Can you test your response after complete the captcha with the correct secret and share the result?
Please note that you don't need www in the URL.


Josh Herron wrote:

When I review the documentation it states that the parameters must be passed in the form body.   I also tried the URL as you did above but got the same 400 error.   

When I run the application and complete the captcha I can see this in DevTools (obviously the response changes for each successful captcha): 

 h-captcha-response-0miimperfwq


https://docs.hcaptcha.com/#server

The endpoint expects a POST request with two parameters: your secret API key and the h-captcha-response token POSTed from your HTML page. You can optionally include the user's IP address as an additional security check. Do not send JSON data: the endpoint expects a standard URL-encoded form POST.

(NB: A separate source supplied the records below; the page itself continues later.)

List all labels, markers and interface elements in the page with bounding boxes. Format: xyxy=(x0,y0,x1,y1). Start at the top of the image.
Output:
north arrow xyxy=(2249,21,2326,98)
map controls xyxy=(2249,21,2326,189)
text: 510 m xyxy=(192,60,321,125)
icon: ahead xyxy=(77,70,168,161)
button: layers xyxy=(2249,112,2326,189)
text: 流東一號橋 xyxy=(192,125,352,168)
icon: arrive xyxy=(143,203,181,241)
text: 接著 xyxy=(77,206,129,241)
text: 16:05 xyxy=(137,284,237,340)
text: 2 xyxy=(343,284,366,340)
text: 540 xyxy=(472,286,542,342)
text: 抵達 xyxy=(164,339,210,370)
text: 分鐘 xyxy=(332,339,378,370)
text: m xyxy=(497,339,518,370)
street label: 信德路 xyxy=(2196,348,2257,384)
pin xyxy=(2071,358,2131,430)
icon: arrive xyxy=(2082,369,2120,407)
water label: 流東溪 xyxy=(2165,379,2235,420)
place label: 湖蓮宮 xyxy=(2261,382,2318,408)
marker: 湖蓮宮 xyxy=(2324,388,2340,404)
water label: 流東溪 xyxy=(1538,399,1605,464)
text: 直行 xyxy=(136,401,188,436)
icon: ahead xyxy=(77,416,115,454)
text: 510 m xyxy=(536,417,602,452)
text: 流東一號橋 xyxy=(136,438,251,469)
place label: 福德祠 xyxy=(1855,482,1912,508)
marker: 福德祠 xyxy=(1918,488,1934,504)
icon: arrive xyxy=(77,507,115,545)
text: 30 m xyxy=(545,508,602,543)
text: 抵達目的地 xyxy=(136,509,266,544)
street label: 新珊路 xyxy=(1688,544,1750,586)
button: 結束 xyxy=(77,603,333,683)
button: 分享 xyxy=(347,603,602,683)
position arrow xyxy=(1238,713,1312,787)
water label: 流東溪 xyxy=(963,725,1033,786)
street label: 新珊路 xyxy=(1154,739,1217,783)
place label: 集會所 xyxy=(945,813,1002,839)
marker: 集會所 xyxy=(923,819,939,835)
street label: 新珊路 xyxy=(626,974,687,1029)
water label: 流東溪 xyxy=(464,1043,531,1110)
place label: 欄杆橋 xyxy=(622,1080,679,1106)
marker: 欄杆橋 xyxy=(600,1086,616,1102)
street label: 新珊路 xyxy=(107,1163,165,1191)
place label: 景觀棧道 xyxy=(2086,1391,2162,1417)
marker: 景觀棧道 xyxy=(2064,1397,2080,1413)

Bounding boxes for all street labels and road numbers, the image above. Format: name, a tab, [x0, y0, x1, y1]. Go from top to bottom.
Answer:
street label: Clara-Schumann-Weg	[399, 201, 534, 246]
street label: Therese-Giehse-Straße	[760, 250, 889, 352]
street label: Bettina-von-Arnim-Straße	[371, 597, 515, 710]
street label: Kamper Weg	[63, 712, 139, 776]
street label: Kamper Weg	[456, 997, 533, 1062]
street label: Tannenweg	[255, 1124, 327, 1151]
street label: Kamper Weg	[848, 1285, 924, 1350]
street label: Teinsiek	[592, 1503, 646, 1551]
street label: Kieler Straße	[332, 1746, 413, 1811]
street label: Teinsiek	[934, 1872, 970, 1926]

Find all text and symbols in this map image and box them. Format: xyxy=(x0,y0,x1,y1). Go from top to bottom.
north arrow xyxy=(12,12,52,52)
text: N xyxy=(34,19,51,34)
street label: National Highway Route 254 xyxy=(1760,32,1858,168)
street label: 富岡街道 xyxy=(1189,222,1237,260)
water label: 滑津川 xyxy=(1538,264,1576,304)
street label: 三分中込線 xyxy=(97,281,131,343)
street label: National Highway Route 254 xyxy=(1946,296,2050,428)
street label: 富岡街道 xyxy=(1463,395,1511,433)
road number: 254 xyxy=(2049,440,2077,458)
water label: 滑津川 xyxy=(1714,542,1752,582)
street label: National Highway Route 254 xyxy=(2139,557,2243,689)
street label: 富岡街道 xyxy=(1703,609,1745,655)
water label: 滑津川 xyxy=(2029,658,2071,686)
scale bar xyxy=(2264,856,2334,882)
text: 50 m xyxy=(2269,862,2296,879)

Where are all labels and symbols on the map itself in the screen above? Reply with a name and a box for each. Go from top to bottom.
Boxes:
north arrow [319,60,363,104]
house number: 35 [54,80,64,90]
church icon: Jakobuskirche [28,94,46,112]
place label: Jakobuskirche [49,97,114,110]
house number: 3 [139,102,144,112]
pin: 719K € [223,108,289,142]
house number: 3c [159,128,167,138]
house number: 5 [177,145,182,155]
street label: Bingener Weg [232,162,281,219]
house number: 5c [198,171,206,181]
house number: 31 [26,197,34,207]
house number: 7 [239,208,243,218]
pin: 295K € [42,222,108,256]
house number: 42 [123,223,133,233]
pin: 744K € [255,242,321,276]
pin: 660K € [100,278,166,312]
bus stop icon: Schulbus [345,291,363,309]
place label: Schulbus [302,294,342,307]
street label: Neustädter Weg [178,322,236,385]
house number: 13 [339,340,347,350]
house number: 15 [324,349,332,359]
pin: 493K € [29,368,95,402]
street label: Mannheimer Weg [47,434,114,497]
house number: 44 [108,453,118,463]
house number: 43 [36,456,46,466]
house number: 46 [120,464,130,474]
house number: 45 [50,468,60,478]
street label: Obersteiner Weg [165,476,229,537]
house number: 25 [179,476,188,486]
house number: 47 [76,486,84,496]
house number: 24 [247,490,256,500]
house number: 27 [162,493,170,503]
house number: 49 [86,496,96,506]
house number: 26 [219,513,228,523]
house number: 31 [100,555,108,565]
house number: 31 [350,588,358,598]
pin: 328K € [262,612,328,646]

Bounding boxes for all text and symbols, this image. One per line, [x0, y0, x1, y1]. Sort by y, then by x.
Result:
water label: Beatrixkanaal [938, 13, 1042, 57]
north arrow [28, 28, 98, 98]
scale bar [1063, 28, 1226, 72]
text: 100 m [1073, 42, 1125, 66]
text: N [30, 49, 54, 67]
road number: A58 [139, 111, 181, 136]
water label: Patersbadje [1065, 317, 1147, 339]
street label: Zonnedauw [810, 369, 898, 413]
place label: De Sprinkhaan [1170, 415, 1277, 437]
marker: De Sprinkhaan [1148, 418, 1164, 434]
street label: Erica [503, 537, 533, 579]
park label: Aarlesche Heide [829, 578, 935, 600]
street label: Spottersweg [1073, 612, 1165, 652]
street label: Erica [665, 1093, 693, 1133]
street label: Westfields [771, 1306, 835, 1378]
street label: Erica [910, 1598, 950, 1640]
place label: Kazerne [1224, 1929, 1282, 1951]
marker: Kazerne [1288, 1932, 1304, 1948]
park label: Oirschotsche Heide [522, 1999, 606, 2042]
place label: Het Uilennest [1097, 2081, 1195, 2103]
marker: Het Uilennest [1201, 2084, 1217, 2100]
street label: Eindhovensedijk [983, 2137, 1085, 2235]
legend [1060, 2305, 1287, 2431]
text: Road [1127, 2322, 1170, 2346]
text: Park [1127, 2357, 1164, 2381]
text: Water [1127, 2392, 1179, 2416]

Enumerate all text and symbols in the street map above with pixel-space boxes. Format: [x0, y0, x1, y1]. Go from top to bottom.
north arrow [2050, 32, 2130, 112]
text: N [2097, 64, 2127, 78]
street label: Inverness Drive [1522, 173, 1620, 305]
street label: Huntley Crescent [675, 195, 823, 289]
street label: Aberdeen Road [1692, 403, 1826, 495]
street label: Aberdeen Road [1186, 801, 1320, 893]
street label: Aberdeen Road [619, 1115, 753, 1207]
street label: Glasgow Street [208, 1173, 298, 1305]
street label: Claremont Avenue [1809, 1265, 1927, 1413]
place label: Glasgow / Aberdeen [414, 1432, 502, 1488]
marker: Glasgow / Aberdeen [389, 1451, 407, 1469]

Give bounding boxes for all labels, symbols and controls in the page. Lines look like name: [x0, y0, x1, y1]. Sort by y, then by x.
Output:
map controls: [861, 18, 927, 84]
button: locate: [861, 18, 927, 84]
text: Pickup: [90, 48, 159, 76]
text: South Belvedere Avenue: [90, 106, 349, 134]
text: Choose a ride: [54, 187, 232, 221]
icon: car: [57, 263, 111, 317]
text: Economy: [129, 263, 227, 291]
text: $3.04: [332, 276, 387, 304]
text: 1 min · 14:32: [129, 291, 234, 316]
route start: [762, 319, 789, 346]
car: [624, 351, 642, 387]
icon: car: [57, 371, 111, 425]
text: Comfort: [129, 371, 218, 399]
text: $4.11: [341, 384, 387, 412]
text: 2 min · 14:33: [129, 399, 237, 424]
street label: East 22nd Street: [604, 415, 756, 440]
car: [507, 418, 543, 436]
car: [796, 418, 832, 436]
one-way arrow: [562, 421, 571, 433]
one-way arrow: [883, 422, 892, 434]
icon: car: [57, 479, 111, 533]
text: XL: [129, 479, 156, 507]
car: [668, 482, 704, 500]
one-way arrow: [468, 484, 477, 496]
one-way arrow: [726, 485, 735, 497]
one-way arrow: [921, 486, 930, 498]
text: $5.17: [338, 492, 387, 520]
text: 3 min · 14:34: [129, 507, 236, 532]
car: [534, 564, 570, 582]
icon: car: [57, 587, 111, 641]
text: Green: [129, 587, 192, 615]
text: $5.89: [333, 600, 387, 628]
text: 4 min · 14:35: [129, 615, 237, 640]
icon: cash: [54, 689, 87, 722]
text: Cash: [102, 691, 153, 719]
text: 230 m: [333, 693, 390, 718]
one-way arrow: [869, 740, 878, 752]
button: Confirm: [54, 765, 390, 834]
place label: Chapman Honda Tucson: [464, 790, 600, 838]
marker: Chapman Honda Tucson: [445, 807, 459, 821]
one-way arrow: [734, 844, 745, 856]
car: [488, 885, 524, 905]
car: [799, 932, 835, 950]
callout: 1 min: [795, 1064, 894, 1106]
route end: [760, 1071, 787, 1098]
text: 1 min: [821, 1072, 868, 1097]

Do not use a GET request to call /siteverify. Use a POST request, and pass the parameters in the form body, not the URL.







I removed the www and flipped the response/secret around in the body and now I'm getting a 200 response.  Thanks so much for the feedback, I think I'm almost home with this now.

Great news!

Glad to help you :)

Will you public on forge as a component?


Josh Herron wrote:

I removed the www and flipped the response/secret around in the body and now I'm getting a 200 response.  Thanks so much for the feedback, I think I'm almost home with this now.



Once I get it all smoothed out I plan to.    It’s all a little hacky right now.

So I think it's about 95% of the way there.   The only thing I'm not 100% sure about is how I'm having to set the siteKey in the HTML element.  I tried using a variable from the web block but it's never in scope when the page renders so that data-siteKey was always blank and the widget would not render.

I ended up creating a client variable and then using that to populate the data-siteKey and it works.   I'm new to reactive web/mobile so I wasn't sure if this is the proper way to accomplish this or if I'm missing something obvious.